» **What is expected**:
The data below should be copied over with complete accuracy.
========
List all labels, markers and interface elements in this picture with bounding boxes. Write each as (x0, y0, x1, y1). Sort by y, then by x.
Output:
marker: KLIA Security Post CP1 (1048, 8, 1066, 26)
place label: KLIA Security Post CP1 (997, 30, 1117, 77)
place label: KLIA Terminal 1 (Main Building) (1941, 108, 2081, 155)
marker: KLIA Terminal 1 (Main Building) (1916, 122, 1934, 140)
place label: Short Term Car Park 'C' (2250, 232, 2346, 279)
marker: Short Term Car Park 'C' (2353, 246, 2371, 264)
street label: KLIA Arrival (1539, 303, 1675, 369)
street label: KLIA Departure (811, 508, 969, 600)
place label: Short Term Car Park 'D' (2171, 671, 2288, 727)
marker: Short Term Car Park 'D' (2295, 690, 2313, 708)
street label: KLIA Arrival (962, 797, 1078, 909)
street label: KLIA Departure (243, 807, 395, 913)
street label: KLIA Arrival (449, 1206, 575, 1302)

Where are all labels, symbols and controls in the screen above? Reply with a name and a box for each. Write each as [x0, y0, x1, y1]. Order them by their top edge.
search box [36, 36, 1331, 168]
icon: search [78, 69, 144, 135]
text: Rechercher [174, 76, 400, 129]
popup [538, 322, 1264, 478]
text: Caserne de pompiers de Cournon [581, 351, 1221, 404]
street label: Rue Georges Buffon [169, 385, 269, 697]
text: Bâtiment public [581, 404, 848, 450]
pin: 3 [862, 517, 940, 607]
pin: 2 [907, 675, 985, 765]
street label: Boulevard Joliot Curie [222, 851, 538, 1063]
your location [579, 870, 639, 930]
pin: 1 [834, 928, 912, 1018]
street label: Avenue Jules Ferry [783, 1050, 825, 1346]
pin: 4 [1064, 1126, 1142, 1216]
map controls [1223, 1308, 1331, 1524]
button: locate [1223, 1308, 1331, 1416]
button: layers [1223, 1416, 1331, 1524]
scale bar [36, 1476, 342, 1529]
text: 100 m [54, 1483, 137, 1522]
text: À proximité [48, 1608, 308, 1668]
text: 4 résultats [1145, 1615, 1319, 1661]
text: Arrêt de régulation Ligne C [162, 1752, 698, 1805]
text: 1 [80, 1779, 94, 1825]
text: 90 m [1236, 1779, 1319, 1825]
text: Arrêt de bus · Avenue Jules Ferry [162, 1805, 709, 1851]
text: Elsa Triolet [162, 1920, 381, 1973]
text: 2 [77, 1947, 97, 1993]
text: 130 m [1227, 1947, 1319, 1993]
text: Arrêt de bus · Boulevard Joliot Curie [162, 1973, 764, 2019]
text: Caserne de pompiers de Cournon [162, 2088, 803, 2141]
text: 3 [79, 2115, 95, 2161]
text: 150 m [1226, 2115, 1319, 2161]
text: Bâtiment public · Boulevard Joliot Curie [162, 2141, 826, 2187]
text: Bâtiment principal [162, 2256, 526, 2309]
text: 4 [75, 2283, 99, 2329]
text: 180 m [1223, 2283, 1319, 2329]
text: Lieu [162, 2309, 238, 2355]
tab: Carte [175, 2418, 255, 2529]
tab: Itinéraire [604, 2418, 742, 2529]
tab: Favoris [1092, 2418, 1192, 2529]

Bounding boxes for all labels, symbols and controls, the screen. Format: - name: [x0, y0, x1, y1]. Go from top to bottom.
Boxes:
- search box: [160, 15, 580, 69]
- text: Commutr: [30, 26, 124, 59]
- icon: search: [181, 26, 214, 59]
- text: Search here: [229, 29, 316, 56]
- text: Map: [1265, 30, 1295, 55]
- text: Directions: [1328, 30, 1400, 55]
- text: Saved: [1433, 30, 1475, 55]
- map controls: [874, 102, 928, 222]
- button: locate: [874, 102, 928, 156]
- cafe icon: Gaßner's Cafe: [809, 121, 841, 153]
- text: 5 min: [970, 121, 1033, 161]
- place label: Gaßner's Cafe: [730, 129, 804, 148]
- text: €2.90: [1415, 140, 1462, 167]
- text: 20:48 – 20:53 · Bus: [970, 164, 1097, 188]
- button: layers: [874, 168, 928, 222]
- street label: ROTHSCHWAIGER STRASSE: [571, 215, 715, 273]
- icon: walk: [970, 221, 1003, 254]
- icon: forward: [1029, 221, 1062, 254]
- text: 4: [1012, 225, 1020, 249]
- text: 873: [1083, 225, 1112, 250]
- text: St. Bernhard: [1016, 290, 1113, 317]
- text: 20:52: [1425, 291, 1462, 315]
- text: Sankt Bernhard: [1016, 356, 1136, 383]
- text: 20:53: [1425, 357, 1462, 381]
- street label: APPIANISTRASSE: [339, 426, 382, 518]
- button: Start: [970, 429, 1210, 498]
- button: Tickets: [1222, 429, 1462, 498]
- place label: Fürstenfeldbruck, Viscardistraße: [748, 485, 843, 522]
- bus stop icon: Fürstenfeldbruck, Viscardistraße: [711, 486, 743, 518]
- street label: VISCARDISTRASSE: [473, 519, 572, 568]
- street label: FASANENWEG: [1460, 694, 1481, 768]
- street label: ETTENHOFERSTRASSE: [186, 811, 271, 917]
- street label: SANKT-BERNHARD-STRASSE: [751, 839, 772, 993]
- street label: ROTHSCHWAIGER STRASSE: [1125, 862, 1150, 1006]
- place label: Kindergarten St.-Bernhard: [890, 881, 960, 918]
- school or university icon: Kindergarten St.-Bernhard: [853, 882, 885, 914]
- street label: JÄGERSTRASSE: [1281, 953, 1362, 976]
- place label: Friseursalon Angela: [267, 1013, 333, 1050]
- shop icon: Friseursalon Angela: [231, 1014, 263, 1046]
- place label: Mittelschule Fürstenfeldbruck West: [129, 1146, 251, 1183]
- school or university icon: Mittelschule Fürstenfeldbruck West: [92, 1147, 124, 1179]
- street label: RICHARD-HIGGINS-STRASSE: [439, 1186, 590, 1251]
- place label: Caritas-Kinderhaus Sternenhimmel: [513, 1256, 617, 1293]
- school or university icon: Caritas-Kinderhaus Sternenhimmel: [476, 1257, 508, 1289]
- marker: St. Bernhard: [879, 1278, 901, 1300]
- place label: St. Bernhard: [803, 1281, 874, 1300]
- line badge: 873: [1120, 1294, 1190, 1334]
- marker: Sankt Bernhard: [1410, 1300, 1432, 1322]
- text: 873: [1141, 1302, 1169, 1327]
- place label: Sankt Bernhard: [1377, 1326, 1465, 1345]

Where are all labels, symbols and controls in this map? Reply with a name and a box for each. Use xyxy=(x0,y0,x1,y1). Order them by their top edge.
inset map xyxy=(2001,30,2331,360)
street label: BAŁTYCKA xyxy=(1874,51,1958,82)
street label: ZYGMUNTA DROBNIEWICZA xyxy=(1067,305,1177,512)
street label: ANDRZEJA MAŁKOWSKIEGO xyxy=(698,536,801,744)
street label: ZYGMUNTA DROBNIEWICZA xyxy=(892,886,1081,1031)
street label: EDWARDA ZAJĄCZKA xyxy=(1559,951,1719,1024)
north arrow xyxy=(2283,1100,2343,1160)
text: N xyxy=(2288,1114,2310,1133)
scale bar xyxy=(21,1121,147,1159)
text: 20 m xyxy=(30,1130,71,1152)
========
» **Written answer**:
List all labels, markers and interface elements in this picture with bounding boxes. Write each as (x0, y0, x1, y1). Sort by y, then by x.
Output:
marker: KLIA Security Post CP1 (1048, 8, 1066, 26)
place label: KLIA Security Post CP1 (997, 30, 1117, 77)
place label: KLIA Terminal 1 (Main Building) (1941, 108, 2081, 155)
marker: KLIA Terminal 1 (Main Building) (1916, 122, 1934, 140)
place label: Short Term Car Park 'C' (2250, 232, 2346, 279)
marker: Short Term Car Park 'C' (2353, 246, 2371, 264)
street label: KLIA Arrival (1539, 303, 1675, 369)
street label: KLIA Departure (811, 508, 969, 600)
place label: Short Term Car Park 'D' (2171, 671, 2288, 727)
marker: Short Term Car Park 'D' (2295, 690, 2313, 708)
street label: KLIA Arrival (962, 797, 1078, 909)
street label: KLIA Departure (243, 807, 395, 913)
street label: KLIA Arrival (449, 1206, 575, 1302)

Where are all labels, symbols and controls in the screen above? Reply with a name and a box for each. Write each as [x0, y0, x1, y1]. Order them by their top edge.
search box [36, 36, 1331, 168]
icon: search [78, 69, 144, 135]
text: Rechercher [174, 76, 400, 129]
popup [538, 322, 1264, 478]
text: Caserne de pompiers de Cournon [581, 351, 1221, 404]
street label: Rue Georges Buffon [169, 385, 269, 697]
text: Bâtiment public [581, 404, 848, 450]
pin: 3 [862, 517, 940, 607]
pin: 2 [907, 675, 985, 765]
street label: Boulevard Joliot Curie [222, 851, 538, 1063]
your location [579, 870, 639, 930]
pin: 1 [834, 928, 912, 1018]
street label: Avenue Jules Ferry [783, 1050, 825, 1346]
pin: 4 [1064, 1126, 1142, 1216]
map controls [1223, 1308, 1331, 1524]
button: locate [1223, 1308, 1331, 1416]
button: layers [1223, 1416, 1331, 1524]
scale bar [36, 1476, 342, 1529]
text: 100 m [54, 1483, 137, 1522]
text: À proximité [48, 1608, 308, 1668]
text: 4 résultats [1145, 1615, 1319, 1661]
text: Arrêt de régulation Ligne C [162, 1752, 698, 1805]
text: 1 [80, 1779, 94, 1825]
text: 90 m [1236, 1779, 1319, 1825]
text: Arrêt de bus · Avenue Jules Ferry [162, 1805, 709, 1851]
text: Elsa Triolet [162, 1920, 381, 1973]
text: 2 [77, 1947, 97, 1993]
text: 130 m [1227, 1947, 1319, 1993]
text: Arrêt de bus · Boulevard Joliot Curie [162, 1973, 764, 2019]
text: Caserne de pompiers de Cournon [162, 2088, 803, 2141]
text: 3 [79, 2115, 95, 2161]
text: 150 m [1226, 2115, 1319, 2161]
text: Bâtiment public · Boulevard Joliot Curie [162, 2141, 826, 2187]
text: Bâtiment principal [162, 2256, 526, 2309]
text: 4 [75, 2283, 99, 2329]
text: 180 m [1223, 2283, 1319, 2329]
text: Lieu [162, 2309, 238, 2355]
tab: Carte [175, 2418, 255, 2529]
tab: Itinéraire [604, 2418, 742, 2529]
tab: Favoris [1092, 2418, 1192, 2529]

Bounding boxes for all labels, symbols and controls, the screen. Format: - name: [x0, y0, x1, y1]. Go from top to bottom.
Boxes:
- search box: [160, 15, 580, 69]
- text: Commutr: [30, 26, 124, 59]
- icon: search: [181, 26, 214, 59]
- text: Search here: [229, 29, 316, 56]
- text: Map: [1265, 30, 1295, 55]
- text: Directions: [1328, 30, 1400, 55]
- text: Saved: [1433, 30, 1475, 55]
- map controls: [874, 102, 928, 222]
- button: locate: [874, 102, 928, 156]
- cafe icon: Gaßner's Cafe: [809, 121, 841, 153]
- text: 5 min: [970, 121, 1033, 161]
- place label: Gaßner's Cafe: [730, 129, 804, 148]
- text: €2.90: [1415, 140, 1462, 167]
- text: 20:48 – 20:53 · Bus: [970, 164, 1097, 188]
- button: layers: [874, 168, 928, 222]
- street label: ROTHSCHWAIGER STRASSE: [571, 215, 715, 273]
- icon: walk: [970, 221, 1003, 254]
- icon: forward: [1029, 221, 1062, 254]
- text: 4: [1012, 225, 1020, 249]
- text: 873: [1083, 225, 1112, 250]
- text: St. Bernhard: [1016, 290, 1113, 317]
- text: 20:52: [1425, 291, 1462, 315]
- text: Sankt Bernhard: [1016, 356, 1136, 383]
- text: 20:53: [1425, 357, 1462, 381]
- street label: APPIANISTRASSE: [339, 426, 382, 518]
- button: Start: [970, 429, 1210, 498]
- button: Tickets: [1222, 429, 1462, 498]
- place label: Fürstenfeldbruck, Viscardistraße: [748, 485, 843, 522]
- bus stop icon: Fürstenfeldbruck, Viscardistraße: [711, 486, 743, 518]
- street label: VISCARDISTRASSE: [473, 519, 572, 568]
- street label: FASANENWEG: [1460, 694, 1481, 768]
- street label: ETTENHOFERSTRASSE: [186, 811, 271, 917]
- street label: SANKT-BERNHARD-STRASSE: [751, 839, 772, 993]
- street label: ROTHSCHWAIGER STRASSE: [1125, 862, 1150, 1006]
- place label: Kindergarten St.-Bernhard: [890, 881, 960, 918]
- school or university icon: Kindergarten St.-Bernhard: [853, 882, 885, 914]
- street label: JÄGERSTRASSE: [1281, 953, 1362, 976]
- place label: Friseursalon Angela: [267, 1013, 333, 1050]
- shop icon: Friseursalon Angela: [231, 1014, 263, 1046]
- place label: Mittelschule Fürstenfeldbruck West: [129, 1146, 251, 1183]
- school or university icon: Mittelschule Fürstenfeldbruck West: [92, 1147, 124, 1179]
- street label: RICHARD-HIGGINS-STRASSE: [439, 1186, 590, 1251]
- place label: Caritas-Kinderhaus Sternenhimmel: [513, 1256, 617, 1293]
- school or university icon: Caritas-Kinderhaus Sternenhimmel: [476, 1257, 508, 1289]
- marker: St. Bernhard: [879, 1278, 901, 1300]
- place label: St. Bernhard: [803, 1281, 874, 1300]
- line badge: 873: [1120, 1294, 1190, 1334]
- marker: Sankt Bernhard: [1410, 1300, 1432, 1322]
- text: 873: [1141, 1302, 1169, 1327]
- place label: Sankt Bernhard: [1377, 1326, 1465, 1345]

Where are all labels, symbols and controls in this map? Reply with a name and a box for each. Use xyxy=(x0,y0,x1,y1). Order them by their top edge.
inset map xyxy=(2001,30,2331,360)
street label: BAŁTYCKA xyxy=(1874,51,1958,82)
street label: ZYGMUNTA DROBNIEWICZA xyxy=(1067,305,1177,512)
street label: ANDRZEJA MAŁKOWSKIEGO xyxy=(698,536,801,744)
street label: ZYGMUNTA DROBNIEWICZA xyxy=(892,886,1081,1031)
street label: EDWARDA ZAJĄCZKA xyxy=(1559,951,1719,1024)
north arrow xyxy=(2283,1100,2343,1160)
text: N xyxy=(2288,1114,2310,1133)
scale bar xyxy=(21,1121,147,1159)
text: 20 m xyxy=(30,1130,71,1152)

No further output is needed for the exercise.